── Data extract

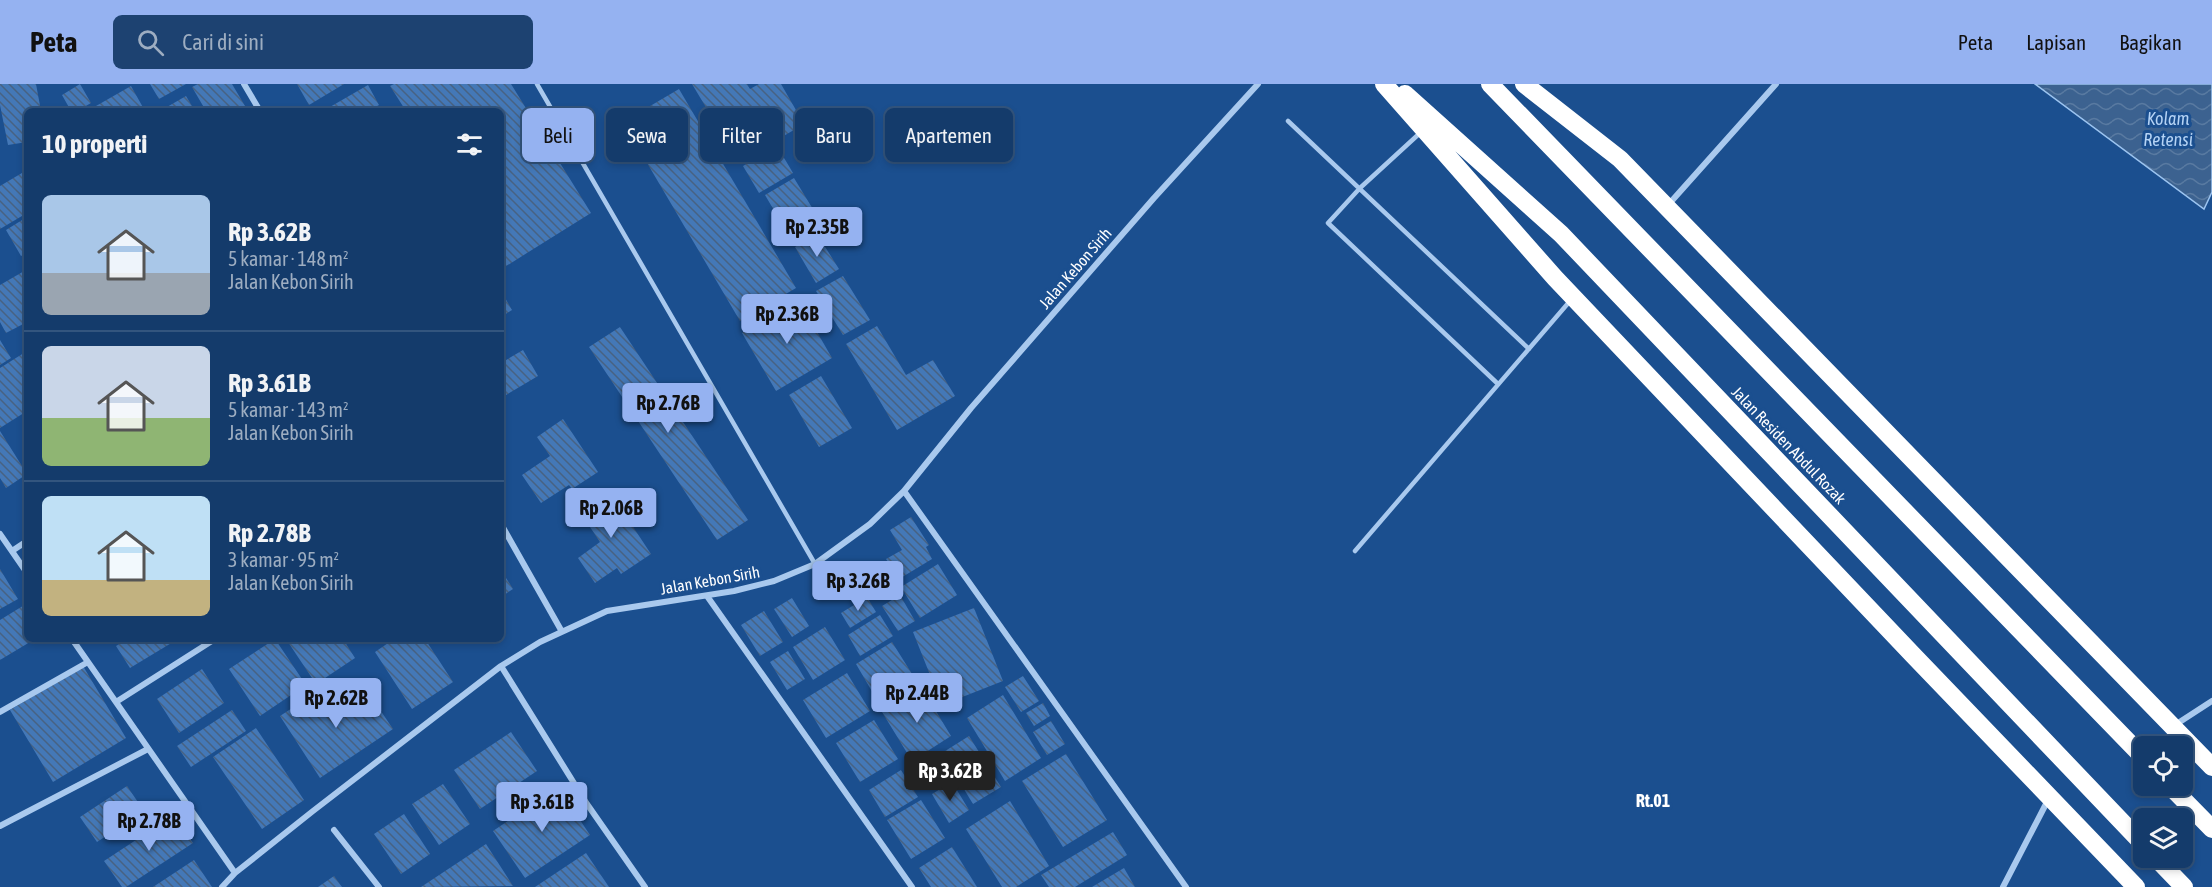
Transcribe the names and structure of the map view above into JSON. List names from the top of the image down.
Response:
{
  "streets": {
    "highway": ["Jalan Residen Abdul Rozak"],
    "street": ["Jalan Kebon Sirih"]
  },
  "districts": ["Rt.01"],
  "water": ["Kolam Retensi"],
  "page": {
    "header": "Peta",
    "search": "Cari di sini",
    "nav": ["Peta", "Lapisan", "Bagikan"],
    "chip": [
      "Beli",
      "Sewa",
      "Filter",
      "Baru",
      "Apartemen"
    ],
    "heading": "10 properti",
    "list": [
      {
        "name": "Rp 3.62B",
        "note": "5 kamar · 148 m² · Jalan Kebon Sirih"
      },
      {
        "name": "Rp 3.61B",
        "note": "5 kamar · 143 m² · Jalan Kebon Sirih"
      },
      {
        "name": "Rp 2.78B",
        "note": "3 kamar · 95 m² · Jalan Kebon Sirih"
      }
    ],
    "price": [
      "Rp 2.35B",
      "Rp 2.36B",
      "Rp 2.76B",
      "Rp 2.06B",
      "Rp 3.26B",
      "Rp 2.44B",
      "Rp 2.62B",
      "Rp 3.62B",
      "Rp 3.61B",
      "Rp 2.78B"
    ]
  }
}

────

> [Work to be completed] Copy out every line of the entries where the string "Peta" shows up.

> [Task answer]
    "header": "Peta",
    "nav": ["Peta", "Lapisan", "Bagikan"],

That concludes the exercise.